Project 269 – Exploration 2 -
Synaptic transfer test two.
I can't help but wonder what would happen if the person who came up with the 'Bring Your Child To Work Day' incentive stepped inside our lab here and seen what kind of work we considered kid-friendly. There has to be something decidedly immoral about watching a child's body convulse with each shock treatment and then merely up the voltage and take down notes. His electrically induced seizures are monitored and recorded however, and he is given a heavy dosage of anaesthesia ensuring that he can't even remember such therapies let alone feel them.
NB/ Subject does complain of severe muscle ache afterwards though. **
The subject has a surprisingly low electrical tolerance, rating at 40. So, adjusting the medication, William, but not without Walter's consent, continues to shock him with the car battery. The synaptic transferring of data isn't altogether working. The readings seem almost scrambled.
To alter the experiment or to alter the test subject – our child?
Walter's been complaining that the boy is getting sicker. We'll have to be careful because if a wife or even a teacher starts to recall his rapid deteriorating health and obvious memory lapses and a doctor and/or team of social workers get involved, our work here won't be recognised for what it is. To such intellectuals, it's the collecting of data. To the rest of the world, it's a new form of child abuse.
Sometimes he'll vomit and complain of fatigue, forcing us to abandon the tests and games. Even in the face of progression. His deep-seeded fear of the lab used to be immeasurable but some days when Walter manages to snatch him away from its mother, he'll be led in by the hand and he won't recognise myself or William at all.
Perhaps he's just experiencing the aftermath of too many homemade drug cocktails and his body is rejecting treatment. Or, he really is a naturally sick boy and he isn't the viable test subject that we allowed ourselves to get excited about countless times before after all.
He's supposed to be acting as a live feed so that we may be able to access the thought processes of the animal carcass to further promote our hypothesis that it is possible – if the procedure is recalculated somewhat – to communicate with a corpse if held in suspended animation for any given length of time. At estimation, five hours after death.

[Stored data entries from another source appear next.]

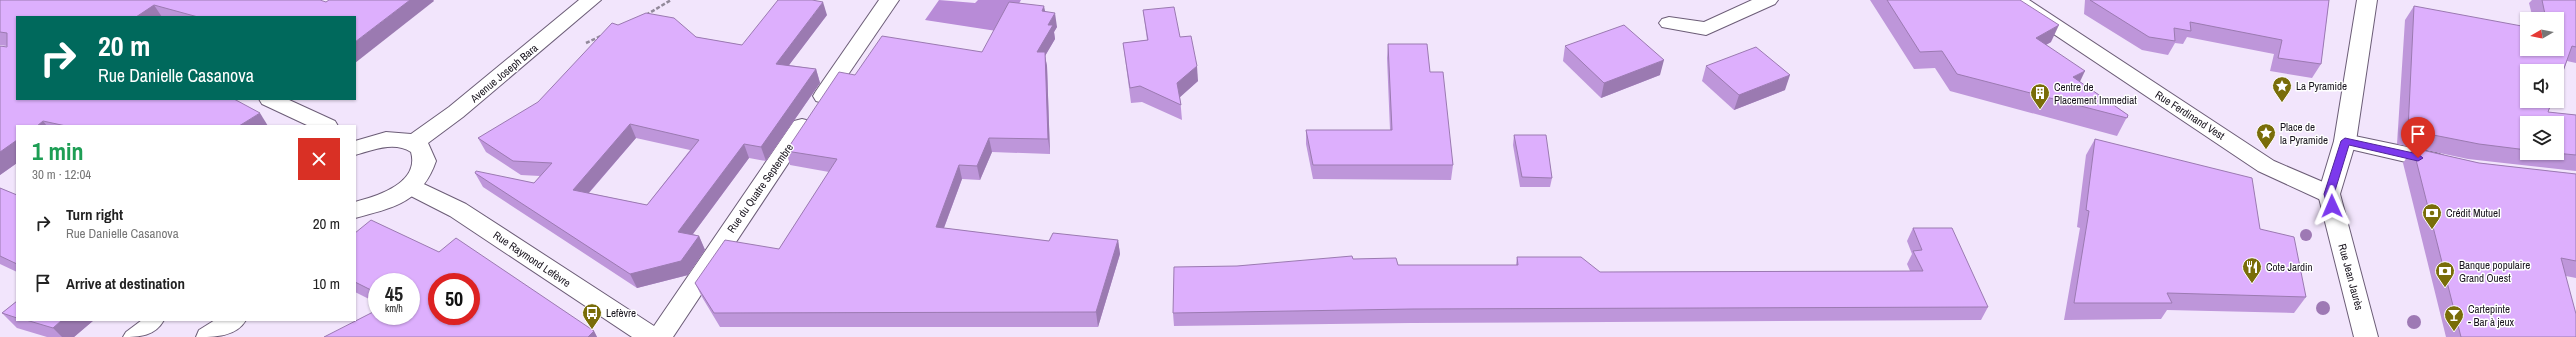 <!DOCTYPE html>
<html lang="en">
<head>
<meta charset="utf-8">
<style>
	body { margin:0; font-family:"Archivo Narrow",sans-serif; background:#f2f2f2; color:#222; height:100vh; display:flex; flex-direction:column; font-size:15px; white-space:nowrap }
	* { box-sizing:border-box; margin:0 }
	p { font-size:13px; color:#767676 }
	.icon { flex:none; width:22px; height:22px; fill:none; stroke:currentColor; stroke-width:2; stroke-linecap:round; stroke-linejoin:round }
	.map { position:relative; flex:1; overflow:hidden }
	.panel { position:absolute; left:16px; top:125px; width:340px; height:196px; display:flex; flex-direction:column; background:#fff; border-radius:0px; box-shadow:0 1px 3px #0004 }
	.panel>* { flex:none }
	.banner { position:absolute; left:16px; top:16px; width:340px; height:84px; border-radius:0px; box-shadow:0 1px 3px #0004; background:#00695c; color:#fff; overflow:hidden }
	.needle { width:26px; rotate:261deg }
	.buttons { position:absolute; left:2520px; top:12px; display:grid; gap:8px }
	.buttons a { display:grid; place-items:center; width:44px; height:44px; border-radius:0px; background:#fff; box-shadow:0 1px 3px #0004; font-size:20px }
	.speed { position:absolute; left:368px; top:273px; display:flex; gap:8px; font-size:20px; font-weight:700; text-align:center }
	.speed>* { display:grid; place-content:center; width:52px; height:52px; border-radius:50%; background:#fff; box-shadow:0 1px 3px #0004; line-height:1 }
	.speed small { font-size:10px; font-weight:400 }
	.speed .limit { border:6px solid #d22; background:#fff; color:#111 }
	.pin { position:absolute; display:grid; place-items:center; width:34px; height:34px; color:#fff; margin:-41px -17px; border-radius:50% 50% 50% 0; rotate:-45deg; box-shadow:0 0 4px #0007 }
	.pin .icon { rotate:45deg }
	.me { position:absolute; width:44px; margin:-22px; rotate:359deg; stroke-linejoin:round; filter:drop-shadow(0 0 3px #0008) }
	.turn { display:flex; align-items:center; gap:14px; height:84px; padding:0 16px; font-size:18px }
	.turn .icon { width:52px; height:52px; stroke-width:2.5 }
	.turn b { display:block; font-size:28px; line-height:34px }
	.round { display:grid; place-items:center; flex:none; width:42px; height:42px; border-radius:0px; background:#f2f2f2 }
	.headline { display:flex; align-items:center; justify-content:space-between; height:68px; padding:0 16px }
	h1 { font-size:24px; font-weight:800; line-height:30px; color:#1e9e55 }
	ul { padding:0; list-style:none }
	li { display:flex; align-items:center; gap:12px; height:60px; padding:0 16px }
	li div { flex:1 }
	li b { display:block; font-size:15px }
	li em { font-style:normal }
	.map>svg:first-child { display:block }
	.water { fill:#b88bd7 }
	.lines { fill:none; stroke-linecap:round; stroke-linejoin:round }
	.service-casing { stroke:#6c5d77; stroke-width:2 }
	.minor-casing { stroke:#6c5d77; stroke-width:2 }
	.tertiary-casing { stroke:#6c5d77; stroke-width:2 }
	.secondary-casing { stroke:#6c5d77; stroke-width:2 }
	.path { stroke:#92899a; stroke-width:2.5; stroke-dasharray:4 2; stroke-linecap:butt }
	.service { fill:#fff; fill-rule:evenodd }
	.minor { fill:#fff; fill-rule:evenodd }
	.tertiary { fill:#fff; fill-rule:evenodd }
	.secondary { fill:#fff; fill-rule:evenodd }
	.tree { fill:#9e79b4 }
	.wall { fill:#be96da; fill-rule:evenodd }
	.shaded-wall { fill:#9b7ab1 }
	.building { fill:#ddaffd; stroke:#9b7ab1; fill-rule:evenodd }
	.route { fill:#7c3aed; stroke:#51269a }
	.labels { text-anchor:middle; stroke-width:3; stroke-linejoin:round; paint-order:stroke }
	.street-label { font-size:11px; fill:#19141e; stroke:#fff }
	.poi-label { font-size:11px; fill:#19141e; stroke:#fff; text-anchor:start }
</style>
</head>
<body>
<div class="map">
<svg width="2576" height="337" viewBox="0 0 2576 337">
	<rect width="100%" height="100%" fill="#f2e5fc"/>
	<!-- water -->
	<polygon class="water" points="939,0 975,3 978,0 1021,0 1003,32 925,20"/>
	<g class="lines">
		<!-- service casing -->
		<g class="service-casing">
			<path id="service" d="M142 320H164C155 336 140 337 123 337L126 332Z"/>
		</g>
		<!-- minor casing -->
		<g class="minor-casing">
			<g id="minor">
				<polygon points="879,0 899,0 830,101 823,103 816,101 813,96 816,91"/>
				<polygon points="1752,0 1778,0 1775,4 1706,35 1662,27 1659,23 1662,19 1669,17 1704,22"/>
				<polygon points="259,99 287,99 335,121 338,126 309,126 262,104"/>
				<polygon points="802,119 810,121 813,126 673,337 632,337 450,216 403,192 400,186 403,180 411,178 466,204 654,326 794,121"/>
				<polygon points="2345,134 2436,153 2444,156 2447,161 2444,166 2436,169 2337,146 2334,141 2337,136"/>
			</g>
		</g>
		<!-- tertiary casing -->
		<g class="tertiary-casing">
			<g id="tertiary">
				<path d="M579 0H601L463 117 428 143 436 161C422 202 393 208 355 218V202C378 196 420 183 411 152 394 141 373 150 355 155V141L386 132 411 134 449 107Z"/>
				<polygon points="2006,0 2029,0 2274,161 2337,188 2340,194 2337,200 2329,202 2321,200 2258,171 2009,4"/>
				<path d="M215 320H246C236 337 215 337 196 337L199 330Z"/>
			</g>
		</g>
		<!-- secondary casing -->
		<g class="secondary-casing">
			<polygon id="secondary" points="2357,0 2377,0 2356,141 2340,194 2378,337 2354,337 2318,194 2334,141"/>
		</g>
		<!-- path -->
		<g class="path">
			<polyline points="646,15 671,0"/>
			<polyline points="586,43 601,36"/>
		</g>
		<!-- service -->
		<use href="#service" class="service"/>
		<!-- minor -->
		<use href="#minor" class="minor"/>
		<!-- tertiary -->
		<use href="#tertiary" class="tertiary"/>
		<!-- secondary -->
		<use href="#secondary" class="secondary"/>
	</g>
	<!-- trees -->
	<g class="tree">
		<circle cx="2306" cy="235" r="6"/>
		<circle cx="2323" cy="308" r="7"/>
		<circle cx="2414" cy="322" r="7"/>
	</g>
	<!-- wall -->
	<g class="wall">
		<polygon points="0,0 326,2 329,0 433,0 434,1 355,17 17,17 17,99 268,126 17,126 17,163 0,175 0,46 7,47 7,46 0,45"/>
		<polygon points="1870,0 2020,0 2051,42 2046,45 2080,82 2128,115 2117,136 1950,91 1935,68 1914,69"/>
		<polygon points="2085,0 2329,0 2321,64 2312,78 2270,71 2274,54 2187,37 2183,44 2175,43 2168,55 2142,50 2084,14"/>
		<path d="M2532 0H2576V63L2567 61 2548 112 2576 115V171L2468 159 2397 144 2405 20 2414 6 2557 49V19H2533L2529 3ZM2527 123 2557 153H2527Z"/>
		<polygon points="1143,10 1180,37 1198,81 1180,97 1182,120 1142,102 1131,103 1123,43 1147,40"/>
		<polygon points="1045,12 1057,27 1054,32 1055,39 1045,56 1047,66 1050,154 992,152 980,180 962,179 944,228 1049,241 1118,240 1120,254 1098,327 720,327 702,297 695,283 779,249 829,172 790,165 786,151 855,75 982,52"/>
		<path d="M827 15 789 65 816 69 820 83 766 161 749 158 693 234 699 236 705 250 688 275 637 288 483 187 475 173 534 183 540 176 521 175 486 152 478 138 696 37 742 45ZM636 138 690 150 647 205 589 193Z"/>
		<polygon points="1388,44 1430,72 1453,165 1451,180 1313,179 1306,144 1306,130 1390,130 1387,58"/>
		<polygon points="1565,46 1660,75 1601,98 1563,61"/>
		<polygon points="1706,66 1785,90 1734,110 1702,81"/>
		<polygon points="1514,135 1552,178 1550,187 1520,187 1513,145"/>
		<polygon points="2095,139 2260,229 2306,297 2294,313 2167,310 2161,319 2064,320 2080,228 2077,227 2086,155"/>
		<polygon points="2413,148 2479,163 2576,174 2576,278 2566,276 2576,337 2446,337 2403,163"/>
		<polygon points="0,188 17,195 17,272 0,264"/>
		<polygon points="1913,228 1988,307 1981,320 1411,323 1174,326 1173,313 1237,266 1353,259 1398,265 1516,265 1517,257 1600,272 1910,271 1907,264 1912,254 1907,241"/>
		<polygon points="355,233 594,331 597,337 324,337 411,316 411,282 377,282 377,303 355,292"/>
		<polygon points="17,301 17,320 94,320 74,337 47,337 17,328 2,313"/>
	</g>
	<!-- shaded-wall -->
	<g class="shaded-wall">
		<polygon points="410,0 433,0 434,1 355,63 355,42"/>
		<polygon points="823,2 827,15 780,77 776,64"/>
		<polygon points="154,5 162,17 136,17"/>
		<polygon points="1044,6 1047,20 1042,11"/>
		<polygon points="1055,13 1057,27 1054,32 1055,39 1045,56 1047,66 1050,154 1037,52 1048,25"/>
		<polygon points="2059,25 2051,42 2028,55 2036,38"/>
		<polygon points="1664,60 1660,75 1601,98 1604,83"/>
		<polygon points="1197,66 1198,81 1179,98 1177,83"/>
		<polygon points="816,69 820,83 766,161 761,147"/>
		<polygon points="2085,71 2077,88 2073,77"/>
		<polygon points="1790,75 1785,90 1734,110 1739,95"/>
		<polygon points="260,113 268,126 239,126"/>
		<polygon points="43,121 47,126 37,126"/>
		<polygon points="630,124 636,138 579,204 573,190"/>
		<polygon points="989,138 992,152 980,180 977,166"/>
		<polygon points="17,140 17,163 0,175 0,152"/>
		<polygon points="744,144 749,158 684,246 678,232"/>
		<polygon points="959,165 962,179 939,241 936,227"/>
		<polygon points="699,236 705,250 688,275 637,288 630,274"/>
		<polygon points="1118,240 1120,254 1098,327 1096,312"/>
		<polygon points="62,320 94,320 74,337 62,337 53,328"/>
		<polygon points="594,331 597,337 588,337"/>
	</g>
	<!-- building -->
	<g class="building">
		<polygon points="0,0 320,0 326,2 329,0 410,0 355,42 355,17 198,17 154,5 136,17 17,17 17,99 234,99 260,113 239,126 66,126 43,121 37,126 17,126 17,140 0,152 0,46 7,47 7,33 0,32"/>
		<path d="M778 0H812L823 2 776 64 816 69 761 147 744 144 678 232 699 236 681 261 630 274 475 173 476 171 534 183 552 163 513 161 478 138 538 102 612 23 618 25 646 13 674 18 696 37 742 45ZM630 124 699 140 647 205 573 190Z"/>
		<polygon points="1887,0 2020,0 2059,25 2036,38 2085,71 2073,77 2128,115 2127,118 1957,74 1942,51 1920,52"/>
		<polygon points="2090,0 2329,0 2321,64 2278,58 2282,40 2190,22 2191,31 2174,28 2175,41 2149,37"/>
		<polygon points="2542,0 2576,0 2576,47 2572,46 2557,88 2557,71 2527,71 2527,101 2552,101 2548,112 2576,115 2576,155 2555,153 2557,153 2557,123 2527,123 2527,150 2479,144 2408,130 2414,6 2527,27 2527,49 2557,49 2557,19 2546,19"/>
		<polygon points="1009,2 1044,6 1042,11 1055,13 1048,25 1053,25 1037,52 1045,52 1048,139 989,138 977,166 959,165 936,227 1049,241 1053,233 1118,240 1096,312 714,313 695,283 725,240 779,249 837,159 786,151 839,72 855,75 882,36 982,52"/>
		<polygon points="1174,7 1180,37 1191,36 1197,66 1177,83 1181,105 1140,86 1130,88 1123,43 1148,40 1143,10"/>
		<polygon points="1624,25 1664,60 1604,83 1565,46"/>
		<polygon points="1388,44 1427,44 1430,72 1443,72 1453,165 1313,165 1306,130 1392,130"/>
		<polygon points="1756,47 1790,75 1739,95 1706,66"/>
		<polygon points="1514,135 1546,135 1552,178 1522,177"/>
		<polygon points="2095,139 2252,178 2260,229 2294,237 2306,297 2167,293 2172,303 2074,303 2089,211 2086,210"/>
		<polygon points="2413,148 2479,163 2576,174 2576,261 2561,258 2576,314 2576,337 2461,337"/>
		<polygon points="0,188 17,195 17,264 0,256"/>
		<path d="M371 220 439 252 456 238 594 331 588 337H324L377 310V316H411V293L415 291 411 292V282H377V293L355 282V233ZM437 282H471V316H437Z"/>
		<polygon points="1913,228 1952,228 1988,307 1412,309 1173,313 1174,267 1237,266 1352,256 1353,259 1396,258 1398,265 1518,265 1517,257 1581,257 1600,272 1923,271 1913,251 1922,250"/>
		<polygon points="17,301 17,318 2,313"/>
		<polygon points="26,320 62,320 53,328"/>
	</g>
	<!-- route -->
	<polygon class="route" points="2345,138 2418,154 2423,158 2418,161 2349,145 2334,194 2336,206 2332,209 2327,206 2324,194 2341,141"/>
	<!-- icons -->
	<defs>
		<g id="sight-pin" transform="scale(1)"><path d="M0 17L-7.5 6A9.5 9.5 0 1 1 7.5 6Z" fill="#796d09" stroke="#fff"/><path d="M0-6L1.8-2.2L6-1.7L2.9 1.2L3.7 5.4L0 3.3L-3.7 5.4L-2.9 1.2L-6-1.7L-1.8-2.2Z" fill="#fff"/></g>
		<g id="building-pin" transform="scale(1)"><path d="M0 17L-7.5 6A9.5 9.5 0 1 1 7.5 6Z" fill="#796d09" stroke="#fff"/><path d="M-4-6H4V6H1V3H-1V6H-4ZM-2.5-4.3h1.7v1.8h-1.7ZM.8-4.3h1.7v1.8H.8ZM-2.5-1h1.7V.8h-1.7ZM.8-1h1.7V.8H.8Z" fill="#fff"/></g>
		<g id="bank-pin" transform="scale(1)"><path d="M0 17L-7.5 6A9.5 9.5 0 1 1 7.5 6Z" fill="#796d09" stroke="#fff"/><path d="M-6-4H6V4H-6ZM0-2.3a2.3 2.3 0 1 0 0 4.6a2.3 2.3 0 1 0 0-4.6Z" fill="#fff"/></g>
		<g id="restaurant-pin" transform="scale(1)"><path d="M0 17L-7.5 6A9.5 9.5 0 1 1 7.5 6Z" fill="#796d09" stroke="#fff"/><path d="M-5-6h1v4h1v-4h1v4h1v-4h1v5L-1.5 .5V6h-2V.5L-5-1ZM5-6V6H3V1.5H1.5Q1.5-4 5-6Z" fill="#fff"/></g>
		<g id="bus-pin" transform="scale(1)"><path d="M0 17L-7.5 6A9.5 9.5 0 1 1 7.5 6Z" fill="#796d09" stroke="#fff"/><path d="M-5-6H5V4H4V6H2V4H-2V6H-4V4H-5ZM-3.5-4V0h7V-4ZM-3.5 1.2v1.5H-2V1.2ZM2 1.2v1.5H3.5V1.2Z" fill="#fff"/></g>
		<g id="bar-pin" transform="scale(1)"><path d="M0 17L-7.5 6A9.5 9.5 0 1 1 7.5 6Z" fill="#796d09" stroke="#fff"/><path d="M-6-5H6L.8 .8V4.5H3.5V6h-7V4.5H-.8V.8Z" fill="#fff"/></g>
	</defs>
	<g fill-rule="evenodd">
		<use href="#sight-pin" x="2282" y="86"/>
		<use href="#building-pin" x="2040" y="93"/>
		<use href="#sight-pin" x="2266" y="133"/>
		<use href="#bank-pin" x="2432" y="213"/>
		<use href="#restaurant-pin" x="2252" y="267"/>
		<use href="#bank-pin" x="2445" y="271"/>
		<use href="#bus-pin" x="592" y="313"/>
		<use href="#bar-pin" x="2454" y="315"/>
	</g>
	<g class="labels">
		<!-- street labels -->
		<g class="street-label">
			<text transform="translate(504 73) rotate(-40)" y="4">Avenue Joseph Bara</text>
			<text transform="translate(2190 115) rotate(33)" y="4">Rue Ferdinand Vest</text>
			<text transform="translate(760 188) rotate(-55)" y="4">Rue du Quatre Septembre</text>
			<text transform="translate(532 259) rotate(34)" y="4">Rue Raymond Lefèvre</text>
			<text transform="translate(2351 277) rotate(75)" y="4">Rue Jean Jaurès</text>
		</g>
		<!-- poi labels -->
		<g class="poi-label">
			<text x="2296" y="90">La Pyramide</text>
			<text x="2054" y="91">Centre de<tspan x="2054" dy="13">Placement Immediat</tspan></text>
			<text x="2280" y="131">Place de<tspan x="2280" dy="13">la Pyramide</tspan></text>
			<text x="2446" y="217">Crédit Mutuel</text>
			<text x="2459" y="269">Banque populaire<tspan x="2459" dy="13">Grand Ouest</tspan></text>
			<text x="2266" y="271">Cote Jardin</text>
			<text x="2468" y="313">Cartepinte<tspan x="2468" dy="13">- Bar à jeux</tspan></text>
			<text x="606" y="317">Lefèvre</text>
		</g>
	</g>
</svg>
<div class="buttons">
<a><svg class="needle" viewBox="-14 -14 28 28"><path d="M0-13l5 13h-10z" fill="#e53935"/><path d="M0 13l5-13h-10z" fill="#767676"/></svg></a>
<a><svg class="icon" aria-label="sound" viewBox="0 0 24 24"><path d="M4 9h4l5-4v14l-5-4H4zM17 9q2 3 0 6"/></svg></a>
<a><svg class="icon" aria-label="layers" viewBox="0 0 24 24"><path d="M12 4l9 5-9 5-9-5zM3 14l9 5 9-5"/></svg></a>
</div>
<div class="speed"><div>45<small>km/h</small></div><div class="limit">50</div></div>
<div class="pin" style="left:2418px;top:158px;background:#d93025"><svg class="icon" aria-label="arrive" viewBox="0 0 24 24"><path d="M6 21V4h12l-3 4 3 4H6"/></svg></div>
<svg class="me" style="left:2332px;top:206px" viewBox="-20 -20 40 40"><path d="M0-17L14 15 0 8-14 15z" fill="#7c3aed" stroke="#fff" stroke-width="4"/></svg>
<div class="banner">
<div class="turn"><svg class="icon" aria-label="right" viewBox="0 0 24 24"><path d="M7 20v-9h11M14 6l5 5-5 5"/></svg><div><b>20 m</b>Rue Danielle Casanova</div></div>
</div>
<section class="panel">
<div class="headline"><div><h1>1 min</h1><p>30 m · 12:04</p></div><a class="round" style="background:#d93025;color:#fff"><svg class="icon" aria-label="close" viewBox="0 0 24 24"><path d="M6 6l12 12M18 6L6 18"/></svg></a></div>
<ul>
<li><svg class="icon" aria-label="right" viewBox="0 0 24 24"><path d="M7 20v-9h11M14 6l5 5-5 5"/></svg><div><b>Turn right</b><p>Rue Danielle Casanova</p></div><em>20 m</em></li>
<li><svg class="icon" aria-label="arrive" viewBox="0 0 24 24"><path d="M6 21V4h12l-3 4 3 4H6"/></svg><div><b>Arrive at destination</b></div><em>10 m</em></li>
</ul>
</section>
</div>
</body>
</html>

But again, the problem with using a test subject so young hinders any would-be progress because just about everything inside the lab itself is irrational to him. To say that he is over-thinking again is an understatement. When conscious, he's trying desperately to make sense of the situation he has yet again found himself in. His thoughts, just as they had with the neuro-stimulator, are colliding and dominating the readings, making him unwilling to listen to what our second subject, the carcass, may or may not be communicating with him.
Pulling thoughts - substantially more difficult than pulling teeth.
Walter posited that besides his son's higher brain function playing the role of the over-active imagination, the merging of species-to-species psyches might be acting as a barrier in itself. Even if he was provoking a response from the carcass he wouldn't know how to translate that information.
Peter is decidedly too human for our experiment to be carried through.